I will mention two possible, but actually wrong, 'fixes' which could also be considered (but I 'number' them differently as these are not things which were wrong in the original post):
A. You could 'fix' this by timing only your program:
$ cat big_file | /usr/bin/time program_to_benchmark
B. or by timing the entire pipeline:
$ /usr/bin/time sh -c 'cat big_file | program_to_benchmark'
These are wrong for the same reasons as #2: they're still using
cat unnecessarily. I mention them for a few reasons:
they're more 'natural' for people who aren't entirely comfortable with the I/O redirection facilities of the POSIX shell
there may be cases where
cat is needed (e.g.: the file to be read requires some sort of privilege to access, and you do not want to grant that privilege to the program to be benchmarked:
sudo cat /dev/sda | /usr/bin/time my_compression_test --no-output)
in practice, on modern machines, the added
cat in the pipeline is probably of no real consequence.

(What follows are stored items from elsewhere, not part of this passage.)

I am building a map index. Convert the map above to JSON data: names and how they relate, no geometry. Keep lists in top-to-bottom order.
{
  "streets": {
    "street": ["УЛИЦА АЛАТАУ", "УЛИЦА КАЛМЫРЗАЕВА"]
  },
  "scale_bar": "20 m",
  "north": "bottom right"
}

But I say that last thing with some hesitation. If we examine the last result in 'Edit 5' --
$ /usr/bin/time cat temp_big_file | wc -l 0.01user 1.34system 0:01.83elapsed 74%CPU ...
-- this claims that
cat consumed 74% of the CPU during the test; and indeed 1.34/1.83 is approximately 74%. Perhaps a run of:
$ /usr/bin/time wc -l < temp_big_file
would have taken only the remaining .49 seconds! Probably not:
cat here had to pay for the
read() system calls (or equivalent) which transferred the file from 'disk' (actually buffer cache), as well as the pipe writes to deliver them to
wc. The correct test would still have had to do those
read() calls; only the write-to-pipe and read-from-pipe calls would have been saved, and those should be pretty cheap.
Still, I predict you would be able to measure the difference between
cat file | wc -l and
wc -l < file and find a noticeable (2-digit percentage) difference. Each of the slower tests will have paid a similar penalty in absolute time; which would however amount to a smaller fraction of its larger total time.

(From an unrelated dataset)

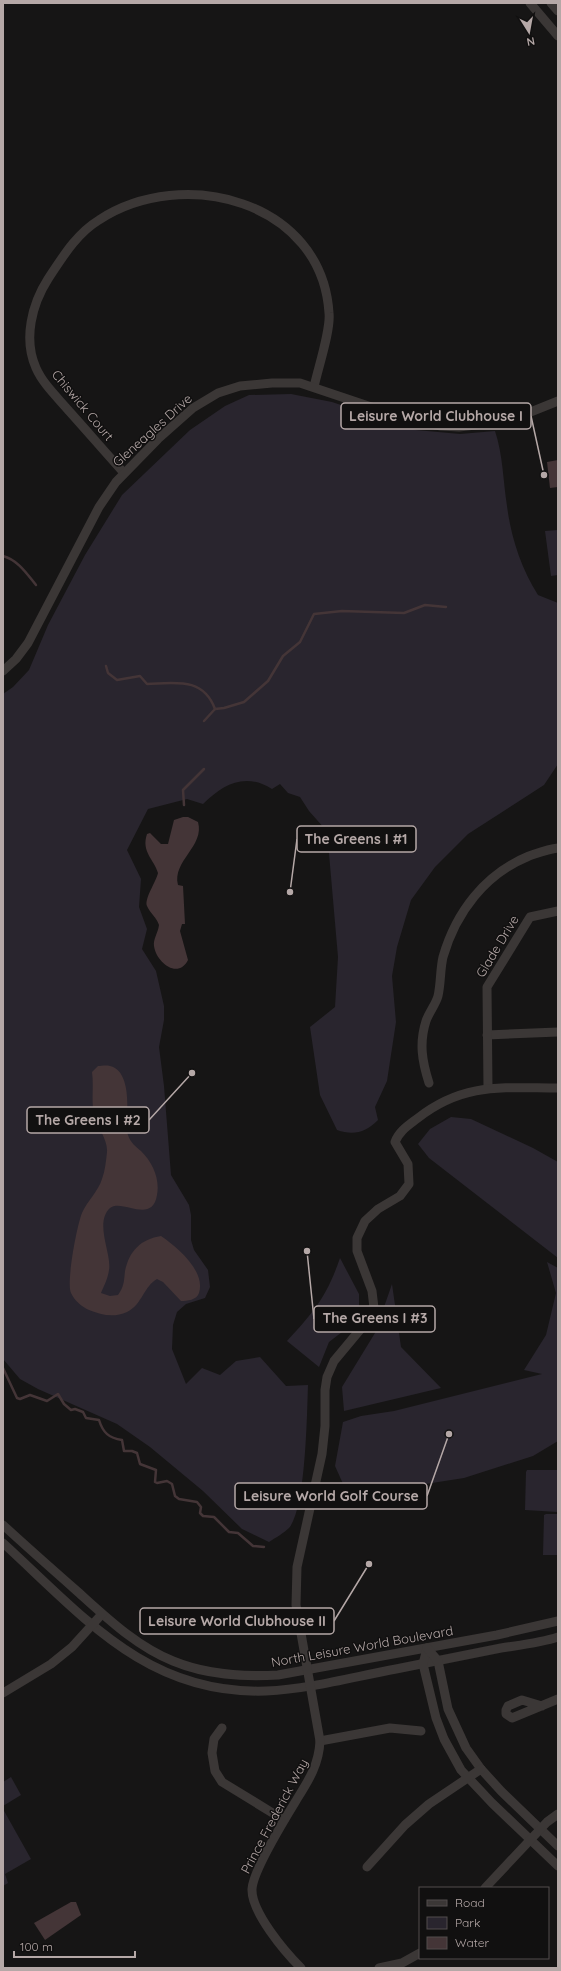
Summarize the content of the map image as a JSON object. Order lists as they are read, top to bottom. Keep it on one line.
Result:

In fact I did some quick tests with a 1.5 gigabyte file of garbage, on a Linux 3.13 (Ubuntu 14.04) system, obtaining these results (these are actually 'best of 3' results; after priming the cache, of course):
$ time wc -l < /tmp/junk real 0.280s user 0.156s sys 0.124s (total cpu 0.280s) $ time cat /tmp/junk | wc -l real 0.407s user 0.157s sys 0.618s (total cpu 0.775s) $ time sh -c 'cat /tmp/junk | wc -l' real 0.411s user 0.118s sys 0.660s (total cpu 0.778s)
Notice that the two pipeline results claim to have taken more CPU time (user+sys) than real wall-clock time. This is because I'm using the shell (bash)'s built-in 'time' command, which is cognizant of the pipeline; and I'm on a multi-core machine where separate processes in a pipeline can use separate cores, accumulating CPU time faster than realtime. Using
/usr/bin/time I see smaller CPU time than realtime -- showing that it can only time the single pipeline element passed to it on its command line. Also, the shell's output gives milliseconds while
/usr/bin/time only gives hundredths of a second.
So at the efficiency level of
wc -l, the
cat makes a huge difference: 409 / 283 = 1.453 or 45.3% more realtime, and 775 / 280 = 2.768, or a whopping 177% more CPU used! On my random it-was-there-at-the-time test box.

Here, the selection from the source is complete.